PureWow also notes that on April 7, Starbucks plans to add the Iced Mango Cream Matcha and Iced Mango Cream Chai as permanent menu items, while the Iced Ube Coconut Cream Shaken Espresso will arrive for a limited run. That makes the rollout feel more like a multi-stage spring launch than a one-day drop.
The review makes it clear that coconut is the real backbone of the spring menu, even more than lavender.
Best Drink
The clear favorite is the Iced Ube Coconut Macchiato. The reviewer says its purple cold foam is not just eye-catching but seriously flavorful, describing the combination of espresso, toasted coconut and ube as tropical, lightly nutty and reminiscent of taro-style desserts without becoming overly fruity or sugary.
That description is what gives the drink its appeal in the article. It sounds refreshing and cozy at the same time, which is a smart place for a spring seasonal drink to land.
Year-Round Winner
The Toasted Coconut Cream Cold Brew also gets strong praise. PureWow says the toasted coconut syrup and cold foam will now be available year-round, and the reviewer likes them because the coconut taste is subtle and balanced rather than sunscreen-like or overwhelmingly sweet.
For black cold brew drinkers, this sounds like the sleeper hit of the menu. The article suggests it deepens coffee flavor gently instead of turning the drink into dessert.
Most helpful nuance: The review does not say every spring drink will work for everyone. If you like sweet, creamy drinks, the Toasted Coconut Latte may be more appealing, while people who enjoy earthy or herbaceous notes may still like the lavender matcha even though it was not the reviewer’s favorite.
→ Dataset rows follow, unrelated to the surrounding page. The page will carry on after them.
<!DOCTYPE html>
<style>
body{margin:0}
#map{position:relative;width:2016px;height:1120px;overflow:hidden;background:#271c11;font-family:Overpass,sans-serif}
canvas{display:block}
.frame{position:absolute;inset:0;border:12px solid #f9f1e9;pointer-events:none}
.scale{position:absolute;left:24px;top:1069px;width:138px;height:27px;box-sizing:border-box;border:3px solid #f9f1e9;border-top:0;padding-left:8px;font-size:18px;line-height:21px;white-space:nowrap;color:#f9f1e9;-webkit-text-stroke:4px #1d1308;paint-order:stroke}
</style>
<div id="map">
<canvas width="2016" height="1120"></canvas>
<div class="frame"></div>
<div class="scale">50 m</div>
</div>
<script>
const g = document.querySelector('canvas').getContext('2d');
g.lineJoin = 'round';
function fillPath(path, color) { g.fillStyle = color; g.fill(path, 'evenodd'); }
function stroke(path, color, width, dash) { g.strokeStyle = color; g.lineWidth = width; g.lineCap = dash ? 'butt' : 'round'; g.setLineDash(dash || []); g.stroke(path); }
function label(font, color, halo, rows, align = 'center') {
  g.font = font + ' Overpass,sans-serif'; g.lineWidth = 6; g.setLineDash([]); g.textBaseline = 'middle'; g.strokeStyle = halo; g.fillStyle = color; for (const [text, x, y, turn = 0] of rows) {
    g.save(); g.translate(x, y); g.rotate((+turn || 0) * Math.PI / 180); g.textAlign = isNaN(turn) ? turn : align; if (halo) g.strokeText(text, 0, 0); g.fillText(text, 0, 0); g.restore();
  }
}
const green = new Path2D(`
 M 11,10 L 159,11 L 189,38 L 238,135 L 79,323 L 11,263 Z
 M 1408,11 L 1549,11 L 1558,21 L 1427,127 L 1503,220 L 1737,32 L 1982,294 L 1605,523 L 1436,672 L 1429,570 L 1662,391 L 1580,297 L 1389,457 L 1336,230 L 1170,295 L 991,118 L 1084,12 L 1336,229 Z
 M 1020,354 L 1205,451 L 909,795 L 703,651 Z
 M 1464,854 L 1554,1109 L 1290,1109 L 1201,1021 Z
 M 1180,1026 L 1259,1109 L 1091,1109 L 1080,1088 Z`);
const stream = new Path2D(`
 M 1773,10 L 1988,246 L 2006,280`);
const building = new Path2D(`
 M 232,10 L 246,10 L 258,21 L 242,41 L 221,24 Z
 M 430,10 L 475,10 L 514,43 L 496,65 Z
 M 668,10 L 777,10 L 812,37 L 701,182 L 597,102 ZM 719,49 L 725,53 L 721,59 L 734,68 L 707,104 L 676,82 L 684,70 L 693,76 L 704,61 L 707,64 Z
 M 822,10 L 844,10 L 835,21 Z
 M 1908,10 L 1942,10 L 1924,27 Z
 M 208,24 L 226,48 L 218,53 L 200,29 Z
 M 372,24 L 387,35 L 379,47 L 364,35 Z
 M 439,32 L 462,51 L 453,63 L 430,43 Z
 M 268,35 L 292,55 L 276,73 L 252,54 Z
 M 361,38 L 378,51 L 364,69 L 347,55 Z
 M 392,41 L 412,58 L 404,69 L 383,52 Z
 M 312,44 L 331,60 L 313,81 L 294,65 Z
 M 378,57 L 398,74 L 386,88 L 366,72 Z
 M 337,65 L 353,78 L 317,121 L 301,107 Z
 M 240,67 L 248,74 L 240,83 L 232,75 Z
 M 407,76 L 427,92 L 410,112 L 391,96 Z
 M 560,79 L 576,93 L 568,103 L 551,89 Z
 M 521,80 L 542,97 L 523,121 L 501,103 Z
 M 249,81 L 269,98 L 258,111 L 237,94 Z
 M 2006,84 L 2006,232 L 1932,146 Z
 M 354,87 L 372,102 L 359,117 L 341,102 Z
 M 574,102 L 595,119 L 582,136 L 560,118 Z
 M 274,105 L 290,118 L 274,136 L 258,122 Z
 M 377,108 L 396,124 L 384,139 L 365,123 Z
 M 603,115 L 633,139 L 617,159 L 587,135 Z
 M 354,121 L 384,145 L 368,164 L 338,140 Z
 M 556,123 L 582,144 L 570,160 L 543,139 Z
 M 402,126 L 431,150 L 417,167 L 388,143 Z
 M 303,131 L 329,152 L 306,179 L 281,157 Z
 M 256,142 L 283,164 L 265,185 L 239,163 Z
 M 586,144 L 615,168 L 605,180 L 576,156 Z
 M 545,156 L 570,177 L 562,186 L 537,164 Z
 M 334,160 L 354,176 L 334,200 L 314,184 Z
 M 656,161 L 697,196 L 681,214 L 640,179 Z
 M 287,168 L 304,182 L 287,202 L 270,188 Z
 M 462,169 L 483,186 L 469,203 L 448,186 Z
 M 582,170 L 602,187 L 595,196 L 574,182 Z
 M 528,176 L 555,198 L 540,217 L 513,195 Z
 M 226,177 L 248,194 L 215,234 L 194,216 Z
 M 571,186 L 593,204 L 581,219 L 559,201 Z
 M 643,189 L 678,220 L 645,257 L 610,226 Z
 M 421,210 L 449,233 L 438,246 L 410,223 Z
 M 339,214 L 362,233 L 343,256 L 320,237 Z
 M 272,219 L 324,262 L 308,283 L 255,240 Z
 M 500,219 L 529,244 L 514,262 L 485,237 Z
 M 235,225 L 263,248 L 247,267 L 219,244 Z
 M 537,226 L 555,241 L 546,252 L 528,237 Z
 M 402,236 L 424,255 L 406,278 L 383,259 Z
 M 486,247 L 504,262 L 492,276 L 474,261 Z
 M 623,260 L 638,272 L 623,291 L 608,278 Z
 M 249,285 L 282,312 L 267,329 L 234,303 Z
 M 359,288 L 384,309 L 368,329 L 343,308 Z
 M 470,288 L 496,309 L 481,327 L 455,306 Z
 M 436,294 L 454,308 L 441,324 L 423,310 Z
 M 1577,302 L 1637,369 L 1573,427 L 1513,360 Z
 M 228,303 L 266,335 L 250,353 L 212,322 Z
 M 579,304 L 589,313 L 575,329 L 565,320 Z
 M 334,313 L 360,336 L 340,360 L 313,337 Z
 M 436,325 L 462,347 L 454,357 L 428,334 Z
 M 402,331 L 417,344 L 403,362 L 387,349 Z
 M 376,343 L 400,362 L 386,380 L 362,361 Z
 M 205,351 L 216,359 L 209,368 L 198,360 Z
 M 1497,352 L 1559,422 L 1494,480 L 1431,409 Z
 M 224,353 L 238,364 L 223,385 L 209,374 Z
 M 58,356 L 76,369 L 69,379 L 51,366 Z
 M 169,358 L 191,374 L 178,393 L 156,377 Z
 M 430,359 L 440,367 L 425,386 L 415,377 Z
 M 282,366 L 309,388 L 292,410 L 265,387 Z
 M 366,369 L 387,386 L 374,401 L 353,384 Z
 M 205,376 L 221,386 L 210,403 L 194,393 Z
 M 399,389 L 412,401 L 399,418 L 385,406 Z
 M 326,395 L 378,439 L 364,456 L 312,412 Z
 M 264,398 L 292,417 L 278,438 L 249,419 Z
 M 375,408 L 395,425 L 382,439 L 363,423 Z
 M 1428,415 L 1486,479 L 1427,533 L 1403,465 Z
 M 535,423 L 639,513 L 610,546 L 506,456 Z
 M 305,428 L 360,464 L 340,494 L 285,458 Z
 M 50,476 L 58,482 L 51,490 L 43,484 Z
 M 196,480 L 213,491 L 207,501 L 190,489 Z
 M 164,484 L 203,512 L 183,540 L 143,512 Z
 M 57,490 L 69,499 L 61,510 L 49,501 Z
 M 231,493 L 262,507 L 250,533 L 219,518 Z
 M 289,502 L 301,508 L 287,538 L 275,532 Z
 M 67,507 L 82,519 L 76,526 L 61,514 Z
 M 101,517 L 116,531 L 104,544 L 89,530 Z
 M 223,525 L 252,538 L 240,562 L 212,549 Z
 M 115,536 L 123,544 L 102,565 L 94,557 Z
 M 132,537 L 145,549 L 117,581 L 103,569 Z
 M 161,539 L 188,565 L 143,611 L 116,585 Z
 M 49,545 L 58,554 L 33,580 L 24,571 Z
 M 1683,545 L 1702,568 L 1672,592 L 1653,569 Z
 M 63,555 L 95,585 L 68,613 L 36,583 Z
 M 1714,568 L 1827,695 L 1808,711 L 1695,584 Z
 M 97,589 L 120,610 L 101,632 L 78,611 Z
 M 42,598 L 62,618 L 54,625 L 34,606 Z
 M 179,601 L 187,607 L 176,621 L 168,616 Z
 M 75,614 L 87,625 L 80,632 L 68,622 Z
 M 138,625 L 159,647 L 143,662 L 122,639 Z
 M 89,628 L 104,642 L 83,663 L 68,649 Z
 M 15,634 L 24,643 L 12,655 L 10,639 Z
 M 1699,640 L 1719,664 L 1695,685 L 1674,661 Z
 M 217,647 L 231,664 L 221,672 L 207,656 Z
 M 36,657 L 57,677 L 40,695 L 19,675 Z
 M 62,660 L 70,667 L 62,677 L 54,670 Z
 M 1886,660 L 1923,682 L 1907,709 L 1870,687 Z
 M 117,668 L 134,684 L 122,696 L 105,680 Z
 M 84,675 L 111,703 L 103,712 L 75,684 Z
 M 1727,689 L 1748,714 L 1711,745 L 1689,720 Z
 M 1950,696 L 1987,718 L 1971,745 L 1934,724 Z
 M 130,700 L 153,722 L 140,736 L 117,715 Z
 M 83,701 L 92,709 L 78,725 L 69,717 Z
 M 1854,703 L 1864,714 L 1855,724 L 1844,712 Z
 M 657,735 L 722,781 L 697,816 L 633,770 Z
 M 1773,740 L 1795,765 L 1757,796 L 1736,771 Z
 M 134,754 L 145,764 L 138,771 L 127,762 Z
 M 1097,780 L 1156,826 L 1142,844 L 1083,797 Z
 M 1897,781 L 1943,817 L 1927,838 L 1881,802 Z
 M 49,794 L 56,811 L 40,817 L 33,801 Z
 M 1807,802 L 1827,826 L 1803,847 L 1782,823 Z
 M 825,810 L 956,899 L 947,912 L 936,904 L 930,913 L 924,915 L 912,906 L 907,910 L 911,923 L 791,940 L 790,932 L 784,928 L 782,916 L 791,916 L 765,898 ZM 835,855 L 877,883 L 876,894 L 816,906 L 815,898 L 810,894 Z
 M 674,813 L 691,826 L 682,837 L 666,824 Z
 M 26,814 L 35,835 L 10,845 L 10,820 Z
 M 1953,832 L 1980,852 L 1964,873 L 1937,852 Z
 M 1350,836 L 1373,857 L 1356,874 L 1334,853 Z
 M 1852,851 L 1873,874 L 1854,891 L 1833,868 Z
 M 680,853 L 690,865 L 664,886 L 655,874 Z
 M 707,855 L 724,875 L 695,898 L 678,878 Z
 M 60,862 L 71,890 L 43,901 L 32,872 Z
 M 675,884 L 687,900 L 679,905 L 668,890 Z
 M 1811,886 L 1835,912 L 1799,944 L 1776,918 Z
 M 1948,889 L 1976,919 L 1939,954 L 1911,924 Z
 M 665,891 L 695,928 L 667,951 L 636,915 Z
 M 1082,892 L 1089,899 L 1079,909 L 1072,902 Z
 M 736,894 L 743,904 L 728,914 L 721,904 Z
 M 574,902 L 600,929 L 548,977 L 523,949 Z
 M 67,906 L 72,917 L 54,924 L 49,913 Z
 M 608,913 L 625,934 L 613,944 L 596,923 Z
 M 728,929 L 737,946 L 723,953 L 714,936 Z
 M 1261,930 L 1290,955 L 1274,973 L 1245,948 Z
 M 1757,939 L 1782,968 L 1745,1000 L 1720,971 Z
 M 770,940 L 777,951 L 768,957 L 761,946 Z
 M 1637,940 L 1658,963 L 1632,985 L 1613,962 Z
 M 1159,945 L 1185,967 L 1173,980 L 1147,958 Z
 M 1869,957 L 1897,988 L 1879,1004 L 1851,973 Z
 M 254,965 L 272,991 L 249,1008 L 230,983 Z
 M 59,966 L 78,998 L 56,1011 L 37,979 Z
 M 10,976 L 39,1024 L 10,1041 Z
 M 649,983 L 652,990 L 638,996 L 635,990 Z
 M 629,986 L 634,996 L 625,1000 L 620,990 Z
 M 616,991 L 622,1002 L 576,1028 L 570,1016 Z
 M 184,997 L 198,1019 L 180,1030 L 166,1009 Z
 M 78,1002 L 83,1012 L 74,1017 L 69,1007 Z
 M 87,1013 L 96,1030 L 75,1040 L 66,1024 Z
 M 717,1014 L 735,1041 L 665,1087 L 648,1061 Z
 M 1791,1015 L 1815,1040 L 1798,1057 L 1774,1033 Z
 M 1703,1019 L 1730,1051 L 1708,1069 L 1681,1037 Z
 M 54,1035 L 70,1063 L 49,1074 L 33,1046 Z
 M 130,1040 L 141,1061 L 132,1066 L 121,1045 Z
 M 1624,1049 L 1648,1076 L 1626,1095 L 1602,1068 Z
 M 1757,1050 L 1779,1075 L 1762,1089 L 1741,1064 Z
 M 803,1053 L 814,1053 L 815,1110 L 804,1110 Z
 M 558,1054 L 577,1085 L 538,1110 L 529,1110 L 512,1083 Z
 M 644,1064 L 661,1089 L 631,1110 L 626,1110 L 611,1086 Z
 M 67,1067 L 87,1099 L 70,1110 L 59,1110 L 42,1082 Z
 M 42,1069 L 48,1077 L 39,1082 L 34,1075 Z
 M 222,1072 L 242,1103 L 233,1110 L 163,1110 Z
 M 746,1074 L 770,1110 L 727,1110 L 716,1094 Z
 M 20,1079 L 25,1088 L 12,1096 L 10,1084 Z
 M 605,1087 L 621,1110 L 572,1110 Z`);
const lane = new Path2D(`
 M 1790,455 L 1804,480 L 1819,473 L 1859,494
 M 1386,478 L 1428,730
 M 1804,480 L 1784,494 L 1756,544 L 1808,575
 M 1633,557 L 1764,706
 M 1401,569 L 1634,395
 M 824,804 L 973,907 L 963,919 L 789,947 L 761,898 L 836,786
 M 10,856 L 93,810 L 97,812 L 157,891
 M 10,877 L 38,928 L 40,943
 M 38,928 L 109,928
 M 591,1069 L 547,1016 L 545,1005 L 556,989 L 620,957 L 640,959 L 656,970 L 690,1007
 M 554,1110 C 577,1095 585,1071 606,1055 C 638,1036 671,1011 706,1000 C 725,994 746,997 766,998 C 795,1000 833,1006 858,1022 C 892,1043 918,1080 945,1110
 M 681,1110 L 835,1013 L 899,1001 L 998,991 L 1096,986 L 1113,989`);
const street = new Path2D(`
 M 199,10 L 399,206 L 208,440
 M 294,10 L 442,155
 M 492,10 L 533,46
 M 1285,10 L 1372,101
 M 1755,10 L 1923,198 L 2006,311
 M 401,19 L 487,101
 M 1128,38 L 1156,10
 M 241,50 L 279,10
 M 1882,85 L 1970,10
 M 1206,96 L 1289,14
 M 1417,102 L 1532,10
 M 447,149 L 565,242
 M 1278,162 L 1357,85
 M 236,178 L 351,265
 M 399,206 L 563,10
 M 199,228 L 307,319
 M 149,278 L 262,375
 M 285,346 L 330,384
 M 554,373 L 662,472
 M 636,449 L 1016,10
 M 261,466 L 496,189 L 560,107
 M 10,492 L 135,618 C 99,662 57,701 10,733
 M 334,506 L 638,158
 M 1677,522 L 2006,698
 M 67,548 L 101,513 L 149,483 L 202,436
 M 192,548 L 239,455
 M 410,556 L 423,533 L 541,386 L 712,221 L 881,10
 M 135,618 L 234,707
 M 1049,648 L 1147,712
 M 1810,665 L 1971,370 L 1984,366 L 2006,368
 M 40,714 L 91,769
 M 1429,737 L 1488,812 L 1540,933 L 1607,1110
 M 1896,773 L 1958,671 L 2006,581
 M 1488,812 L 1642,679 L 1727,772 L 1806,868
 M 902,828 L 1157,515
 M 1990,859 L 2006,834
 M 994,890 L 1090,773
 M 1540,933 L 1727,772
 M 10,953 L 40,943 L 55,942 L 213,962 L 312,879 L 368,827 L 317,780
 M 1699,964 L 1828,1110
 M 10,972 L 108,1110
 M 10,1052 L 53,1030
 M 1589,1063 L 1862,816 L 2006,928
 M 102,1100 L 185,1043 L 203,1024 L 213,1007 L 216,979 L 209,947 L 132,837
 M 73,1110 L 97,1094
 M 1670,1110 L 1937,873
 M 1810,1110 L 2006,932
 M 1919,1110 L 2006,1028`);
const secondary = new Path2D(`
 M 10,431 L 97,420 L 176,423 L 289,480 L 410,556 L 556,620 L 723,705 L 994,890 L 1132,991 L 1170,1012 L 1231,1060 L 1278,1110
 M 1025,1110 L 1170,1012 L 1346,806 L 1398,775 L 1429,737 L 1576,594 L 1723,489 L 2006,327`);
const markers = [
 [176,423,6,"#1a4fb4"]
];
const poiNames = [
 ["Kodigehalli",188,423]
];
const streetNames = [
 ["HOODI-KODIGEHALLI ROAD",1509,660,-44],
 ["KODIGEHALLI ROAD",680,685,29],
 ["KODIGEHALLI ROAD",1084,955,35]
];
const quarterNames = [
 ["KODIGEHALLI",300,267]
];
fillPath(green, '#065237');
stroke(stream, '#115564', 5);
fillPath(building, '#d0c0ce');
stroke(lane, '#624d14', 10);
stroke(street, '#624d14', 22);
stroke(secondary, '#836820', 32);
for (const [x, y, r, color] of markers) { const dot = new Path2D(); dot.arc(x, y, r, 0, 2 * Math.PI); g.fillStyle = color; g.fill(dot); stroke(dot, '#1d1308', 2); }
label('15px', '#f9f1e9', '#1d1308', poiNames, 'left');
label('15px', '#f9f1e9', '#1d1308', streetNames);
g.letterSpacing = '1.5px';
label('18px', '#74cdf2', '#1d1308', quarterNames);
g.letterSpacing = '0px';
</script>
The least successful pairing in the review was lavender with matcha, mainly because the floral and grassy notes felt too perfume-like together.
Other Standouts
The article also mentions the Pink Cannon Ball Drink, a new twist on the earlier Cannon Ball concept, blending lemonade, Mango Dragonfruit and Strawberry Acai Refreshers with coconut milk for a smoother, creamier take. The reviewer frames it as a softer option than the original fruit-punch-like version.
Overall, the review presents Starbucks’s spring 2026 menu as more creative than predictable. Coconut gives the lineup warmth and structure, while ube adds novelty and lavender brings back a flavor that already has a fan base.